The example of using run_ner.py:

python3 run_ner.py --pretrained_model_path models/google_zh_model.bin --vocab_path models/google_zh_vocab.txt \
                   --train_path datasets/msra_ner/train.tsv --dev_path datasets/msra_ner/dev.tsv --test_path datasets/msra_ner/test.tsv \
                   --label2id_path datasets/msra_ner/label2id.json --epochs_num 5 --batch_size 16 --encoder bert

The example of doing inference:

python3 inference/run_ner_infer.py --load_model_path models/ner_model.bin --vocab_path models/google_zh_vocab.txt \
                                          --test_path datasets/msra_ner/test_nolabel.tsv \
                                          --prediction_path datasets/msra_ner/prediction.tsv \
                                          --label2id_path datasets/msra_ner/label2id.json --encoder bert

The example of using ALBERT for NER:

python3 run_ner.py --pretrained_model_path models/google_zh_albert_base_model.bin --vocab_path models/google_zh_vocab.txt \
                   --config_path models/albert_base_config.json \
                   --train_path datasets/msra_ner/train.tsv --dev_path datasets/msra_ner/dev.tsv --test_path datasets/msra_ner/test.tsv \
                   --label2id_path datasets/msra_ner/label2id.json --epochs_num 5 --batch_size 16 \
                   --learning_rate 1e-4 --factorized_embedding_parameterization --parameter_sharing --encoder bert

The example of doing inference for ALBERT:

python3 inference/run_ner_infer.py --load_model_path models/ner_model.bin --vocab_path models/google_zh_vocab.txt \
                                          --config_path models/albert_base_config.json \
                                          --test_path datasets/msra_ner/test_nolabel.tsv \
                                          --prediction_path datasets/msra_ner/prediction.tsv \
                                          --label2id_path datasets/msra_ner/label2id.json \
                                          --factorized_embedding_parameterization --parameter_sharing --encoder bert

Machine reading comprehension

run_cmrc.py adds two feedforward layers upon encoder layer.

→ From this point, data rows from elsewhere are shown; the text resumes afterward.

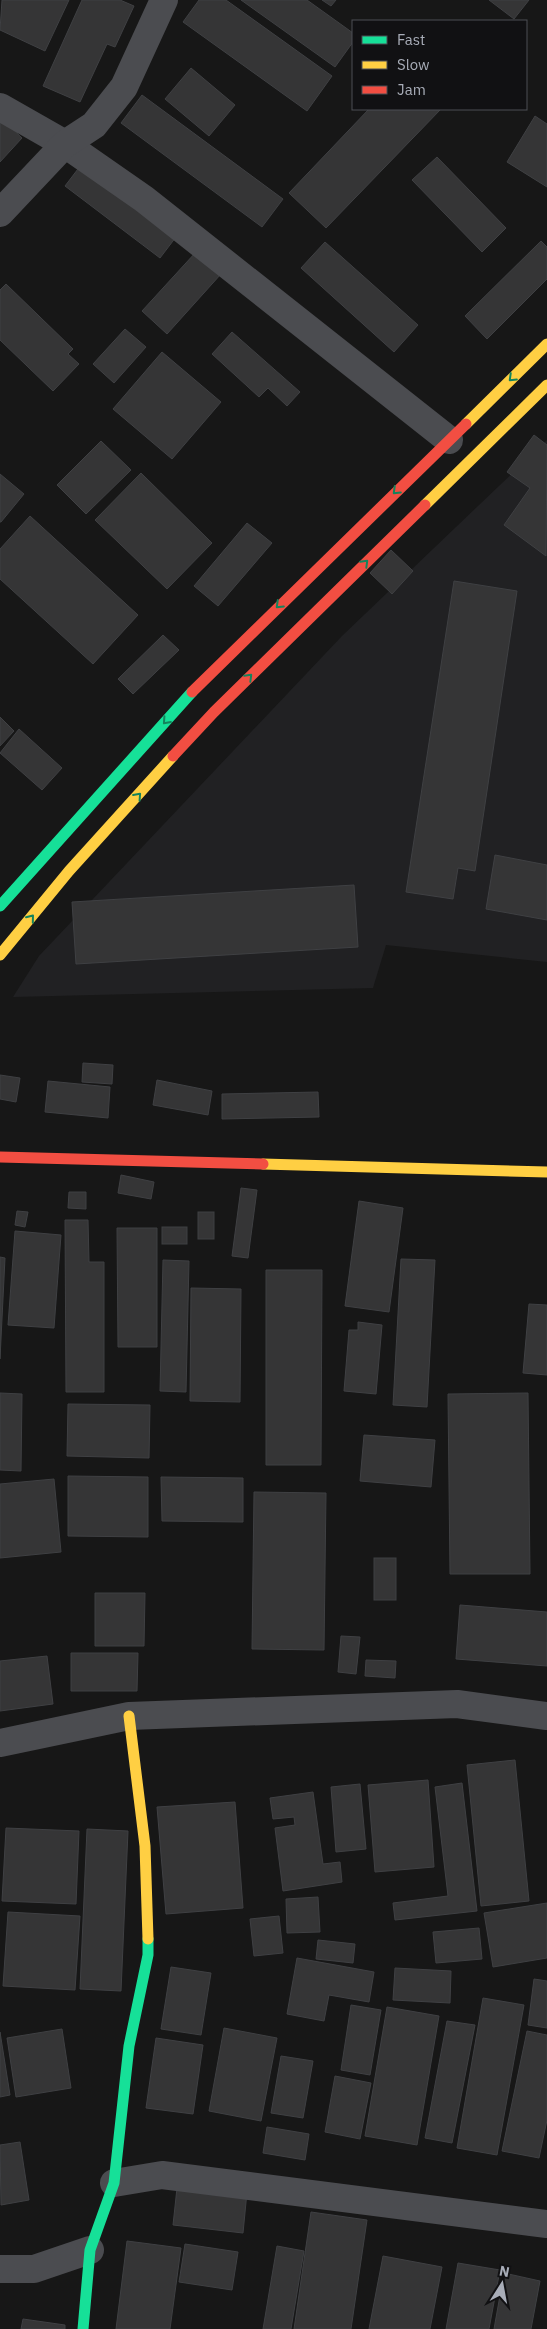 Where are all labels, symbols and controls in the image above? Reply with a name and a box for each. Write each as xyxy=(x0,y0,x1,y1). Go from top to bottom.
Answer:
legend xyxy=(352,20,527,110)
text: Fast xyxy=(397,30,425,49)
text: Slow xyxy=(397,55,430,74)
text: Jam xyxy=(397,80,426,99)
one-way arrow xyxy=(509,372,518,381)
one-way arrow xyxy=(392,485,401,494)
one-way arrow xyxy=(359,560,368,569)
one-way arrow xyxy=(276,599,285,608)
one-way arrow xyxy=(244,674,253,683)
one-way arrow xyxy=(163,715,172,724)
one-way arrow xyxy=(132,792,141,801)
one-way arrow xyxy=(25,914,34,923)
north arrow xyxy=(477,2259,527,2309)
text: N xyxy=(498,2261,511,2281)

usage: run_cmrc.py [-h] [--pretrained_model_path PRETRAINED_MODEL_PATH]
                   [--output_model_path OUTPUT_MODEL_PATH]
                   [--vocab_path VOCAB_PATH] [--spm_model_path SPM_MODEL_PATH]
                   --train_path TRAIN_PATH --dev_path DEV_PATH
                   [--test_path TEST_PATH] [--config_path CONFIG_PATH]
                   [--batch_size BATCH_SIZE] [--seq_length SEQ_LENGTH]
                   [--doc_stride DOC_STRIDE] [--embedding {bert,word}]
                   [--encoder {bert,lstm,gru,cnn,gatedcnn,attn,synt,rcnn,crnn,gpt,bilstm}]
                   [--bidirectional] [--factorized_embedding_parameterization]
                   [--parameter_sharing] [--learning_rate LEARNING_RATE]
                   [--warmup WARMUP] [--fp16] [--fp16_opt_level {O0,O1,O2,O3}]
                   [--dropout DROPOUT] [--epochs_num EPOCHS_NUM]
                   [--report_steps REPORT_STEPS] [--seed SEED]

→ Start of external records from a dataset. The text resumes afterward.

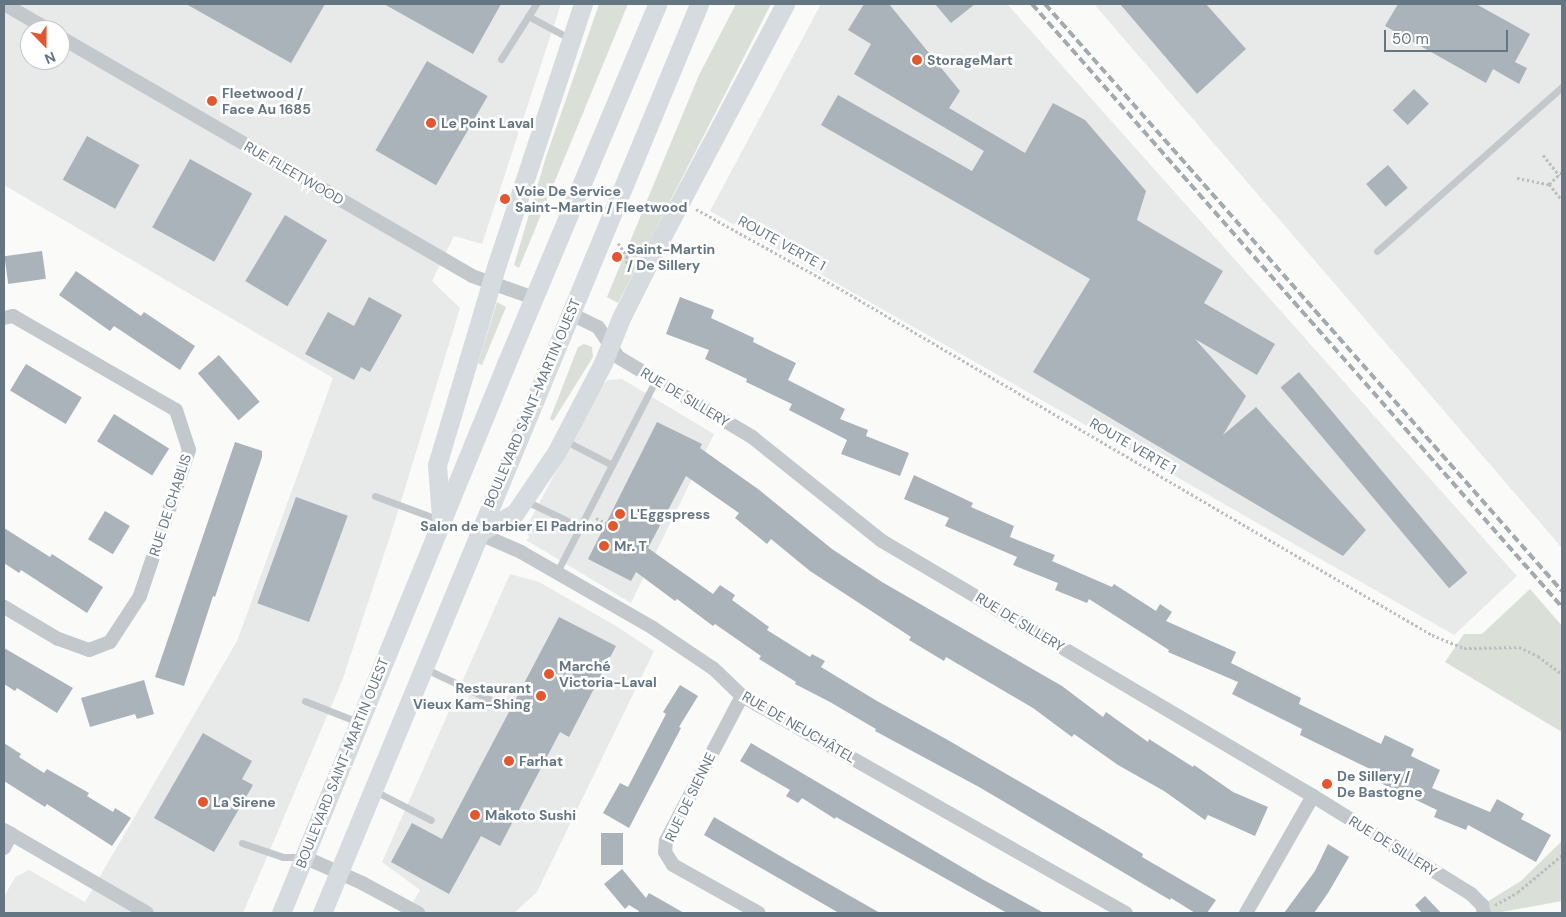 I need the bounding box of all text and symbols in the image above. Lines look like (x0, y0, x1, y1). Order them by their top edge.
north arrow (20, 20, 70, 70)
scale bar (1386, 20, 1510, 52)
text: 50 m (1392, 29, 1429, 49)
text: N (42, 48, 58, 68)
place label: StorageMart (927, 52, 1013, 68)
marker: StorageMart (911, 54, 923, 66)
place label: Fleetwood / Face Au 1685 (222, 85, 311, 118)
marker: Fleetwood / Face Au 1685 (206, 95, 218, 107)
place label: Le Point Laval (441, 115, 534, 131)
marker: Le Point Laval (425, 117, 437, 129)
street label: RUE FLEETWOOD (241, 138, 347, 208)
place label: Voie De Service Saint-Martin / Fleetwood (515, 183, 688, 216)
marker: Voie De Service Saint-Martin / Fleetwood (499, 193, 511, 205)
street label: ROUTE VERTE 1 (735, 212, 829, 274)
place label: Saint-Martin / De Sillery (627, 241, 715, 274)
marker: Saint-Martin / De Sillery (611, 251, 623, 263)
street label: BOULEVARD SAINT-MARTIN OUEST (480, 296, 584, 510)
street label: RUE DE SILLERY (638, 364, 732, 430)
street label: ROUTE VERTE 1 (1087, 414, 1179, 478)
street label: RUE DE CHABLIS (146, 452, 194, 558)
place label: L'Eggspress (630, 506, 710, 522)
marker: L'Eggspress (614, 508, 626, 520)
place label: Salon de barbier El Padrino (420, 518, 603, 534)
marker: Salon de barbier El Padrino (607, 520, 619, 532)
place label: Mr. T (614, 538, 647, 554)
marker: Mr. T (598, 540, 610, 552)
street label: RUE DE SILLERY (973, 589, 1067, 655)
street label: BOULEVARD SAINT-MARTIN OUEST (292, 655, 392, 871)
place label: Marché Victoria-Laval (559, 658, 657, 690)
marker: Marché Victoria-Laval (543, 668, 555, 680)
place label: Restaurant Vieux Kam-Shing (413, 680, 531, 712)
street label: RUE DE NEUCHÂTEL (739, 688, 859, 766)
marker: Restaurant Vieux Kam-Shing (535, 690, 547, 702)
street label: RUE DE SIENNE (661, 750, 719, 844)
place label: Farhat (519, 753, 563, 769)
marker: Farhat (503, 755, 515, 767)
place label: De Sillery / De Bastogne (1337, 768, 1422, 800)
marker: De Sillery / De Bastogne (1321, 778, 1333, 790)
place label: La Sirene (213, 794, 276, 810)
marker: La Sirene (197, 796, 209, 808)
place label: Makoto Sushi (485, 807, 576, 823)
marker: Makoto Sushi (469, 809, 481, 821)
street label: RUE DE SILLERY (1346, 812, 1440, 880)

The example of using run_cmrc.py for Chinese Machine Reading Comprehension (CMRC):

python3 run_cmrc.py --pretrained_model_path models/google_zh_model.bin --vocab_path models/google_zh_vocab.txt \
                   --train_path datasets/cmrc2018/train.json --dev_path datasets/cmrc2018/dev.json \
                   --epochs_num 2 --batch_size 8 --seq_length 512 --encoder bert

The train.json and dev.json are of squad-style. Train set and development set are available here. --test_path option is not specified since test set is not publicly available.

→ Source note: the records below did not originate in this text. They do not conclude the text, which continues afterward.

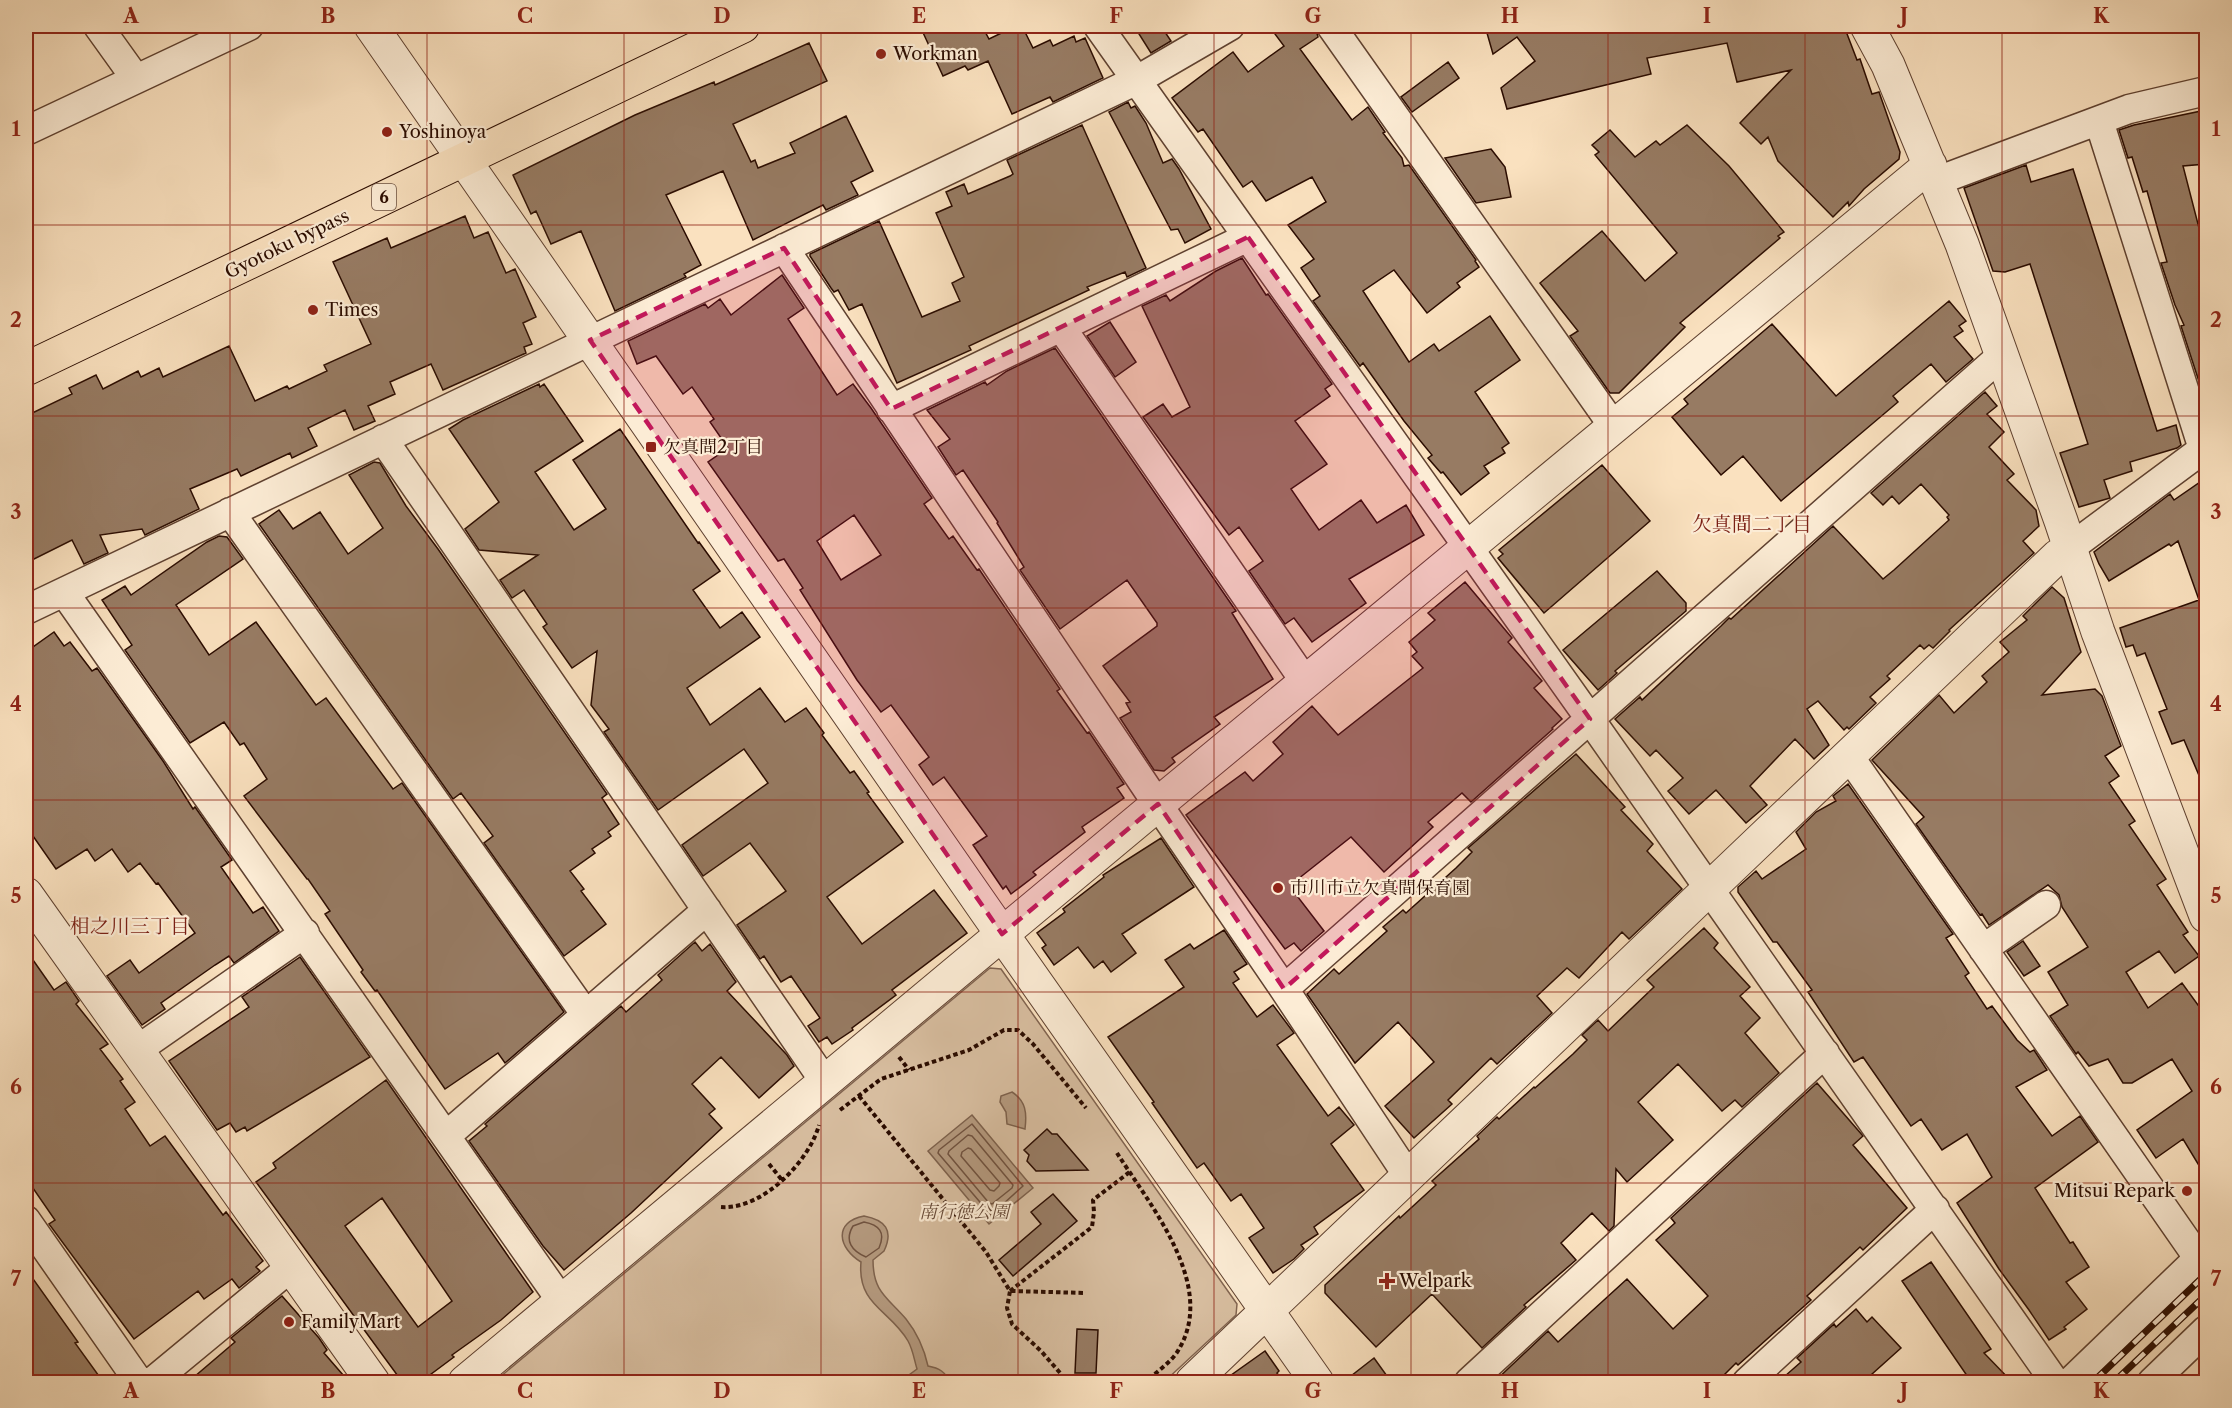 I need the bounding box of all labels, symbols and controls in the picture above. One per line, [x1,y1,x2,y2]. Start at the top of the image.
text: A [122,4,139,28]
text: B [321,4,336,28]
text: C [517,4,533,28]
text: D [713,4,731,28]
text: E [912,4,926,28]
text: F [1109,4,1123,28]
text: G [1305,4,1322,28]
text: H [1501,4,1519,28]
text: I [1703,4,1711,28]
text: J [1896,4,1908,28]
text: K [2093,4,2110,28]
place label: Workman [892,43,978,65]
marker: Workman [874,47,888,61]
text: 1 [12,117,21,141]
text: 1 [2212,117,2221,141]
place label: Yoshinoya [398,121,487,143]
marker: Yoshinoya [380,125,394,139]
road number: 6 [372,184,396,210]
street label: Gyotoku bypass [221,204,353,284]
place label: Times [325,299,378,321]
marker: Times [306,303,320,317]
text: 2 [10,308,22,332]
text: 2 [2210,308,2222,332]
place label: 欠真間2丁目 [663,436,763,458]
marker: 欠真間2丁目 [644,440,658,454]
text: 3 [10,500,22,524]
text: 3 [2210,500,2222,524]
district label: 欠真間二丁目 [1692,512,1812,536]
text: 4 [10,692,22,716]
text: 4 [2210,692,2222,716]
place label: 市川市立欠真間保育園 [1290,877,1470,899]
marker: 市川市立欠真間保育園 [1271,881,1285,895]
text: 5 [10,884,22,908]
text: 5 [2210,884,2222,908]
district label: 相之川三丁目 [70,914,190,938]
text: 6 [10,1075,22,1099]
text: 6 [2210,1075,2222,1099]
place label: Mitsui Repark [2054,1180,2177,1202]
marker: Mitsui Repark [2180,1184,2194,1198]
park label: 南行徳公園 [919,1201,1012,1223]
text: 7 [11,1267,22,1291]
text: 7 [2211,1267,2222,1291]
place label: Welpark [1398,1270,1473,1292]
marker: Welpark [1380,1274,1394,1288]
place label: FamilyMart [301,1311,401,1333]
marker: FamilyMart [282,1315,296,1329]
text: A [122,1379,139,1403]
text: B [321,1379,336,1403]
text: C [517,1379,533,1403]
text: D [713,1379,731,1403]
text: E [912,1379,926,1403]
text: F [1109,1379,1123,1403]
text: G [1305,1379,1322,1403]
text: H [1501,1379,1519,1403]
text: I [1703,1379,1711,1403]
text: J [1896,1379,1908,1403]
text: K [2093,1379,2110,1403]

The example of doing inference:

python3  inference/run_cmrc_infer.py --load_model_path models/cmrc_model.bin --vocab_path models/google_zh_vocab.txt \
                                     --test_path datasets/cmrc2018/test.json \
                                     --prediction_path datasets/cmrc2018/prediction.json --encoder bert

The example of using ALBERT-xxlarge for CMRC:

python3 run_cmrc.py --pretrained_model_path models/google_zh_albert_xxlarge_model.bin \
                    --vocab_path models/google_zh_vocab.txt \
                    --config_path models/albert_xxlarge_config.json \
                    --train_path datasets/cmrc2018/train.json --dev_path datasets/cmrc2018/dev.json \
                    --epochs_num 2 --batch_size 8 --seq_length 512 --learning_rate 1e-5 \
                    --factorized_embedding_parameterization --parameter_sharing --encoder bert

The example of doing inference for ALBERT:

python3 inference/run_cmrc_infer.py --load_model_path models/cmrc_model.bin --vocab_path models/google_zh_vocab.txt \
                                     --config_path models/albert_xxlarge_config.json \
                                     --test_path datasets/cmrc2018/test.json \
                                     --prediction_path datasets/cmrc2018/prediction.json \
                                     --factorized_embedding_parameterization --parameter_sharing --encoder bert

Multiple choice

run_c3.py adds one feedforward layer upon encoder layer.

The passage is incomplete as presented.